Nous vieillirons ensemble
Les changements observés dans les atteintes neurodégénératives après l’apparition des multithérapies sont en partie liés à l’allongement de la durée de vie des personnes vivant avec le VIH. Ainsi, aujourd’hui, les plus de 50 ans représentent plus de 10 % de la population des personnes atteintes, et ce pourcentage devrait continuer de croître. Cependant, l’allongement de la vie peut aussi favoriser l’exposition à différentes souches virales avec, à la clef, un risque de résistance aux antirétroviraux. De plus, les personnes plus âgées pourraient, sous l’effet cumulé de la baisse des défenses immunitaires dûe à l’âge, être « plus à risque » de développer une démence associée au VIH, mais aussi plus sensibles aux conditions neuro-spécifiques favorables à une LEMP, une attaque cérébrale ou un lymphome du SNC. Enfin, alors qu’en réponse à une multithérapie, l’effondrement de la charge virale s’accompagne normalement d’une remontée du taux des CD4, pour les personnes plus âgées, cette remontée pourrait ne pas se faire et occasionner d’autres profils neurodégénératifs caractéristiques d’un faible décompte des CD4.
A retenir
Les multithérapies annulent de façon incomplète la réplication du VIH dans le SNC et peuvent altérer la signalisation endothéliale au niveau du cerveau.

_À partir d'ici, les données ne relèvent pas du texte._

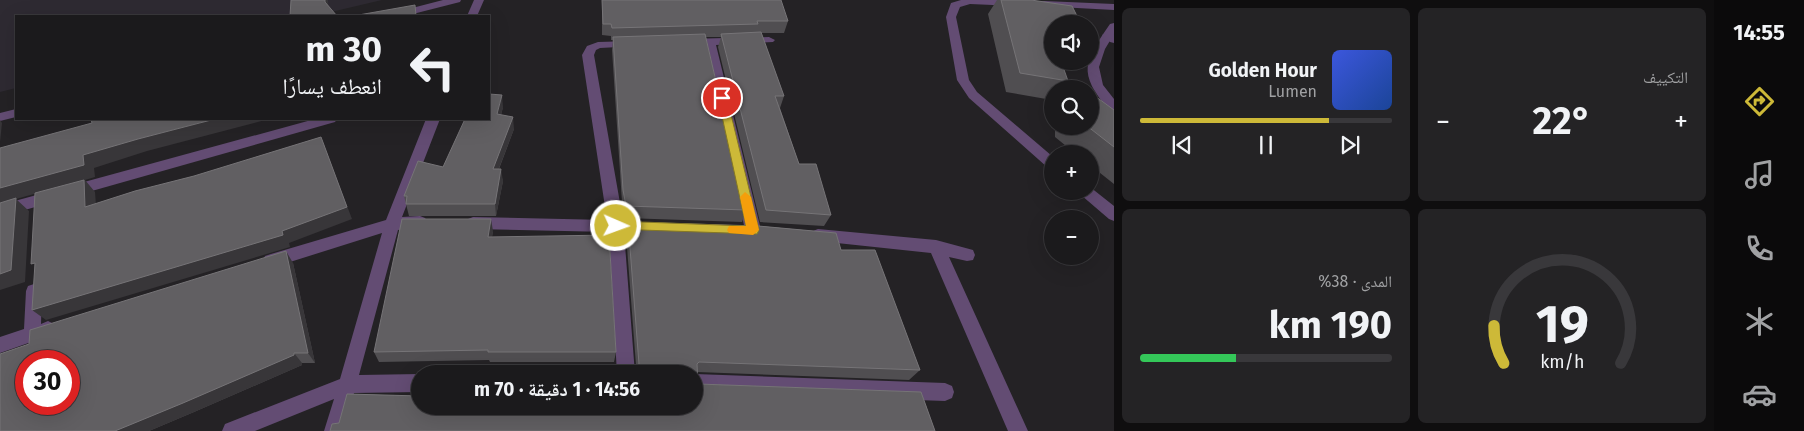 <!DOCTYPE html>
<html lang="ar">
<meta charset="utf-8">
<style>
body{margin:0;font-family:"Fira Sans","Noto Naskh Arabic",sans-serif;background:#242325;color:#f1f3f6;direction:rtl;height:100vh;display:flex;flex-direction:column;font-size:19px;white-space:nowrap}
*{box-sizing:border-box;margin:0}
p{font-size:16px;color:#a0a1a3}
.icon{flex:none;width:28px;height:28px;fill:none;stroke:currentColor;stroke-width:2;stroke-linecap:round;stroke-linejoin:round}
.map{position:relative;flex:1;overflow:hidden;direction:ltr}
.panel{display:flex;flex-direction:column;gap:8px;padding:8px;background:#0f0e0f;width:600px}
.panel>*{flex:none}
.guide{position:absolute;left:15px;top:15px;width:475px;height:105px;border-radius:0px;box-shadow:0 5px 20px #0002,0 0 0 1px #39383b;direction:rtl;background:#1b1a1c;color:#f1f3f6;overflow:hidden}
.controls{position:absolute;left:1044px;top:15px;display:grid;gap:10px}
.controls a{display:grid;place-items:center;width:55px;height:55px;border-radius:50%;background:#1b1a1c;box-shadow:0 5px 20px #0002,0 0 0 1px #39383b;font-size:25px}
.speed{position:absolute;left:15px;top:350px;display:flex;gap:10px;font-size:25px;font-weight:700;text-align:center}
.speed>*{display:grid;place-content:center;width:65px;height:65px;border-radius:50%;background:#1b1a1c;box-shadow:0 5px 20px #0002,0 0 0 1px #39383b;line-height:1}
.speed .limit{border:8px solid #d22;background:#fff;color:#111}
.pin{position:absolute;display:grid;place-items:center;width:42px;height:42px;color:#fff;margin:-21px;border:2px solid #fff;border-radius:50%;box-shadow:0 1px 5px #0007}
.me{position:absolute;width:55px;margin:-28px;rotate:92deg;stroke-linejoin:round;filter:drop-shadow(0 0 4px #0008)}
.turn{display:flex;align-items:center;gap:18px;height:105px;padding:0 25px;font-size:22px}
.turn .icon{width:65px;height:65px;stroke-width:2.5}
.turn b{display:block;font-size:35px;line-height:42px}
.big{font-size:38px;font-weight:700;line-height:1.1}
.panel .tile{flex:1;display:flex;flex-direction:column;justify-content:center;gap:8px;min-width:0;padding:0 18px;border-radius:8px;background:#242325}
.panel .dial{align-items:center;gap:0}
.dial svg{height:130px;overflow:visible;fill:none;stroke:#39383b;stroke-width:7;stroke-linecap:round;text-anchor:middle}
.dial text{fill:#f1f3f6;stroke:none}
.song{display:flex;align-items:center;gap:15px}
.cover{width:60px;height:60px;border-radius:8px;background:linear-gradient(135deg,hsl(230 70% 55%),hsl(220 70% 35%))}
.played{height:5px;border-radius:2px;background:linear-gradient(90deg,#cdb938 75%,#39383b 75%)}
.keys{display:flex;justify-content:space-around;direction:ltr}
.heat{display:flex;justify-content:space-between;align-items:center;font-size:28px;direction:ltr}
.charge{height:8px;border-radius:4px;background:linear-gradient(90deg,#34c759 38%,#39383b 0)}
.panel .tiles{flex:1;display:grid;gap:8px;grid-template-columns:repeat(2,1fr)}
.trip{position:absolute;left:411px;top:365px;width:292px;height:50px;border-radius:25px;background:#1b1a1c;box-shadow:0 5px 20px #0002,0 0 0 1px #39383b;font-weight:700;line-height:50px;text-align:center;direction:rtl}
main{display:flex;flex:1;min-height:0}
.tabs{display:flex;flex-direction:column;width:90px;justify-content:space-around;align-items:center;background:#0b0a0b;color:#a0a1a3}
.tabs .icon{width:35px;height:35px}
.tabs .on{color:#cdb938}
.tabs b{font-size:22px;color:#f1f3f6}
.map>svg:first-child{display:block}
</style>
<main>
<nav class="tabs">
<b>14:55</b>
<svg class="icon on" aria-label="directions" viewBox="0 0 24 24"><path d="M12 3l9 9-9 9-9-9zM9 14v-3h6M13 9l2 2-2 2"/></svg>
<svg class="icon" aria-label="music" viewBox="0 0 24 24"><path d="M9 18V5l10-2v13"/><circle cx="6" cy="18" r="3"/><circle cx="16" cy="16" r="3"/></svg>
<svg class="icon" aria-label="phone" viewBox="0 0 24 24"><path d="M5 4h4l2 5-3 2q2 4 5 5l2-3 5 2v4C11 20 4 13 5 4z"/></svg>
<svg class="icon" aria-label="climate" viewBox="0 0 24 24"><path d="M12 3v18M4 7l16 10M4 17L20 7"/></svg>
<svg class="icon" aria-label="car" viewBox="0 0 24 24"><path d="M5 17H2v-5l4-1 3-4h7l3 4 3 1v5h-3M9 17h6M6 11h13"/><circle cx="7" cy="17" r="2"/><circle cx="17" cy="17" r="2"/></svg>
</nav>
<section class="panel">
<div class="tiles">
<div class="tile"><p>التكييف</p>
<div class="heat"><a>−</a><b class="big">22°</b><a>+</a></div>
</div>
<div class="tile">
<div class="song"><i class="cover"></i><div><b>Golden Hour</b><p>Lumen</p></div></div>
<div class="played"></div>
<div class="keys"><svg class="icon" aria-label="previous" viewBox="0 0 24 24"><path d="M18 5L8 12l10 7zM5 5v14"/></svg><svg class="icon" aria-label="pause" viewBox="0 0 24 24"><path d="M8 5v14M16 5v14"/></svg><svg class="icon" aria-label="next" viewBox="0 0 24 24"><path d="M6 5l10 7-10 7zM19 5v14"/></svg></div>
</div>
<div class="tile dial"><svg viewBox="0 0 100 80">
<path d="M14 69A42 42 0 1 1 86 69"/>
<path d="M14 69A42 42 0 0 1 8 46" stroke="#cdb938"/>
<text x="50" y="56" font-size="32" font-weight="700">19</text>
<text x="50" y="72" font-size="11">km/h</text>
</svg></div>
<div class="tile"><p>المدى · 38%</p><b class="big">190 km</b><div class="charge"></div></div>
</div>
</section>
<div class="map">
<svg width="1114" height="431" viewBox="0 0 1114 431">
<rect width="100%" height="100%" fill="#242225"/>
<path fill="#2e2a32" d="M 0,0 L 382,0 L 314,16 L 16,16 L 16,88 L 0,92 Z"/>
<g fill="none" stroke-linecap="round" stroke-linejoin="round">
<path fill="#634c73" fill-rule="evenodd" d="M 1108,32 L 1114,34 L 1114,43 L 1110,42 L 1102,35 Z"/>
<g fill="#634c73" fill-rule="evenodd">
<path d="M 443,0 L 461,0 L 460,2 L 405,16 L 388,16 L 389,14 Z"/>
<path d="M 474,0 L 484,0 L 477,16 L 467,16 Z"/>
<path d="M 961,0 L 1017,0 L 1021,3 L 1016,6 L 970,4 L 960,7 L 956,17 L 969,80 L 977,92 L 1052,156 L 1052,168 L 1047,167 L 969,98 L 957,80 L 946,17 L 951,3 Z"/>
<path d="M 1044,1 L 1114,4 L 1114,10 L 1040,6 L 1039,4 L 1040,2 Z"/>
<path d="M 1114,23 L 1114,34 L 1105,49 L 1099,67 L 1103,85 L 1114,99 L 1114,111 L 1109,110 C 1077,72 1084,62 1110,24 Z"/>
<path d="M 769,37 L 775,40 L 773,42 L 716,45 L 761,230 L 758,234 L 753,236 L 748,234 L 745,230 L 704,45 L 686,45 L 680,42 L 686,39 Z"/>
<path d="M 633,41 L 639,44 L 637,46 L 600,48 L 596,50 L 594,55 L 623,220 L 652,223 L 655,227 L 652,231 L 647,233 L 624,232 L 635,374 L 617,374 L 609,232 L 473,229 L 468,227 L 465,223 L 468,219 L 473,217 L 607,220 L 582,55 L 587,46 L 598,42 Z"/>
<path d="M 16,109 L 16,117 L 0,121 L 0,113 Z"/>
<path d="M 315,119 L 337,119 L 335,122 L 0,217 L 0,205 Z"/>
<path d="M 426,119 L 440,119 L 402,217 L 420,216 L 425,218 L 428,222 L 425,226 L 398,230 L 359,375 L 420,374 L 420,392 L 354,393 L 344,431 L 324,431 L 334,399 L 255,431 L 222,431 L 225,424 L 340,379 L 382,233 L 271,268 L 265,266 L 263,261 L 265,256 L 271,254 L 386,220 Z"/>
<path d="M 1090,187 L 1114,206 L 1114,221 L 1109,219 L 1081,195 L 1079,191 L 1090,191 Z"/>
<path d="M 818,229 L 936,240 L 973,250 L 975,255 L 973,260 L 967,261 L 949,257 L 1028,431 L 1008,431 L 931,253 L 818,241 L 813,239 L 810,235 L 813,231 Z"/>
<path d="M 34,284 L 40,286 L 42,291 L 41,324 L 48,321 L 54,324 L 57,329 L 54,334 L 0,353 L 0,337 L 24,329 L 26,291 L 28,286 Z"/>
<path d="M 695,374 L 945,383 L 952,386 L 954,392 L 952,398 L 945,401 L 695,392 Z"/>
</g>
</g>
<g fill="#504e51">
<path d="M 602,0 L 788,21 L 784,33 L 761,33 L 784,96 L 780,108 L 799,164 L 831,215 L 824,226 L 760,222 L 718,47 L 721,37 L 706,37 L 746,210 L 742,222 L 625,218 L 622,202 L 612,50 L 613,40 L 611,40 L 611,36 L 602,35 Z"/>
<path d="M 997,0 L 1031,0 L 1052,24 L 1052,61 L 1078,61 L 1076,64 L 1061,62 L 1068,81 L 1062,89 L 1052,89 L 1052,100 L 1006,92 L 988,14 Z"/>
<path d="M 503,107 L 501,115 L 514,129 L 499,169 L 503,181 L 496,216 L 409,216 L 404,196 L 443,167 Z"/>
<path d="M 1114,110 L 1114,184 L 1090,165 L 1090,154 L 1076,154 L 1055,137 L 1055,126 L 1090,126 Z"/>
<path d="M 628,222 L 758,226 L 836,233 L 841,250 L 875,250 L 920,370 L 909,380 L 697,372 L 698,384 L 921,392 L 935,431 L 330,431 L 332,424 L 339,423 L 347,394 L 420,396 L 420,406 L 695,406 L 695,374 L 632,374 L 634,366 L 636,365 L 626,234 Z"/>
<path d="M 493,231 L 492,237 L 616,352 L 614,362 L 490,362 L 489,360 L 379,362 L 374,352 Z"/>
<path d="M 293,263 L 315,363 L 302,363 L 302,365 L 194,412 L 149,431 L 0,431 Z"/>
</g>
<g fill="#383639">
<path d="M 325,0 L 328,0 L 329,15 L 325,2 Z"/>
<path d="M 502,95 L 503,107 L 498,127 L 497,114 Z"/>
<path d="M 513,117 L 514,129 L 494,181 L 493,169 Z"/>
<path d="M 215,119 L 269,119 L 147,151 L 94,168 L 95,177 L 85,180 L 95,192 L 97,219 L 85,207 L 84,180 L 16,199 L 29,211 L 25,282 L 0,290 L 0,188 L 83,155 L 138,139 Z"/>
<path d="M 0,120 L 2,123 L 0,142 Z"/>
<path d="M 321,137 L 352,219 L 289,243 L 290,247 L 46,320 L 32,310 L 282,231 Z"/>
<path d="M 501,169 L 503,181 L 496,216 L 495,204 Z"/>
<path d="M 491,219 L 493,231 L 490,248 L 488,237 Z"/>
<path d="M 286,251 L 293,263 L 315,363 L 308,353 Z"/>
<path d="M 294,353 L 302,363 L 302,365 L 194,412 L 149,431 L 115,431 Z"/>
</g>
<g fill="#615f62" stroke="#767477" fill-rule="evenodd">
<path d="M 291,0 L 325,0 L 325,2 L 337,16 L 290,16 Z"/>
<path d="M 602,0 L 781,0 L 788,21 L 757,21 L 758,24 L 612,28 L 611,24 L 603,24 Z"/>
<path d="M 1001,0 L 1031,0 L 1072,6 L 1081,24 L 1052,24 L 1052,61 L 1061,61 L 1068,81 L 1020,73 Z"/>
<path d="M 415,5 L 416,16 L 353,16 Z"/>
<path d="M 761,32 L 784,96 L 775,96 L 799,164 L 816,164 L 831,215 L 766,210 L 721,34 Z"/>
<path d="M 705,34 L 746,210 L 626,206 L 623,190 L 613,37 Z"/>
<path d="M 489,94 L 502,95 L 497,114 L 513,117 L 493,169 L 501,169 L 495,204 L 406,204 L 407,196 L 404,196 L 418,161 L 443,167 L 465,119 L 489,119 Z"/>
<path d="M 1095,96 L 1114,110 L 1114,147 L 1087,126 L 1090,126 L 1090,98 Z"/>
<path d="M 91,119 L 215,119 L 138,139 L 83,155 L 84,165 L 0,188 L 0,148 L 92,123 Z"/>
<path d="M 321,137 L 347,207 L 282,231 L 283,235 L 32,310 L 35,263 L 31,264 L 35,193 L 84,180 L 85,207 L 135,191 L 194,176 Z"/>
<path d="M 16,198 L 11,270 L 0,274 L 0,203 Z"/>
<path d="M 402,219 L 491,219 L 488,237 L 609,235 L 616,352 L 488,352 L 488,350 L 374,352 Z"/>
<path d="M 628,222 L 758,226 L 836,233 L 841,250 L 875,250 L 920,370 L 699,362 L 697,364 L 698,384 L 921,392 L 935,431 L 330,431 L 332,424 L 339,423 L 347,394 L 420,396 L 420,406 L 695,406 L 695,374 L 635,374 L 634,366 L 639,364 Z"/>
<path d="M 286,251 L 308,353 L 294,353 L 294,355 L 183,403 L 115,431 L 0,431 L 0,354 L 29,344 L 30,330 ZM 26,361 L 69,361 L 69,404 L 26,404 Z"/>
</g>
<path fill="#cdb938" stroke="#857824" d="M 722,95 L 727,98 L 759,230 L 757,234 L 612,229 L 611,226 L 616,221 L 746,226 L 718,98 Z"/>
<path fill="#f59e0b" d="M 745,192 L 751,197 L 759,230 L 753,235 L 729,233 L 727,230 L 729,226 L 746,226 L 740,197 Z"/>
</svg>
<div class="controls">
<a><svg class="icon" aria-label="sound" viewBox="0 0 24 24"><path d="M4 9h4l5-4v14l-5-4H4zM17 9q2 3 0 6"/></svg></a>
<a><svg class="icon" aria-label="search" viewBox="0 0 24 24"><circle cx="10" cy="10" r="6"/><path d="M15 15l6 6"/></svg></a>
<a>+</a>
<a>−</a>
</div>
<div class="speed"><div class="limit">30</div></div>
<div class="pin" style="left:722px;top:98px;background:#d93025"><svg class="icon" aria-label="arrive" viewBox="0 0 24 24"><path d="M6 21V4h12l-3 4 3 4H6"/></svg></div>
<svg class="me" style="left:616px;top:226px" viewBox="-20 -20 40 40"><circle r="17" fill="#cdb938" stroke="#fff" stroke-width="3"/><path d="M0-11L8 9 0 5-8 9z" fill="#fff"/></svg>
<div class="trip">14:56 · 1 دقيقة · 70 m</div>
<div class="guide">
<div class="turn"><svg class="icon" aria-label="left" viewBox="0 0 24 24"><path d="M17 20v-9H6M10 6l-5 5 5 5"/></svg><div><b>30 m</b>انعطف يسارًا</div></div>
</div>
</div>
</main>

Ensemble, ces phénomènes modifient le profil des neurodégénérescences associées au VIH. On est ainsi passé d’une atteinte tout azimut de certaines populations de neurones, à des altérations plus subtiles d’autres familles de ces cellules nerveuses. Par ailleurs, en introduisant une pression de sélection, les antirétroviraux peuvent provoquer l’apparition de souches virales dont certaines se montrent plus agressives à l’égard du cerveau que les souches initiales.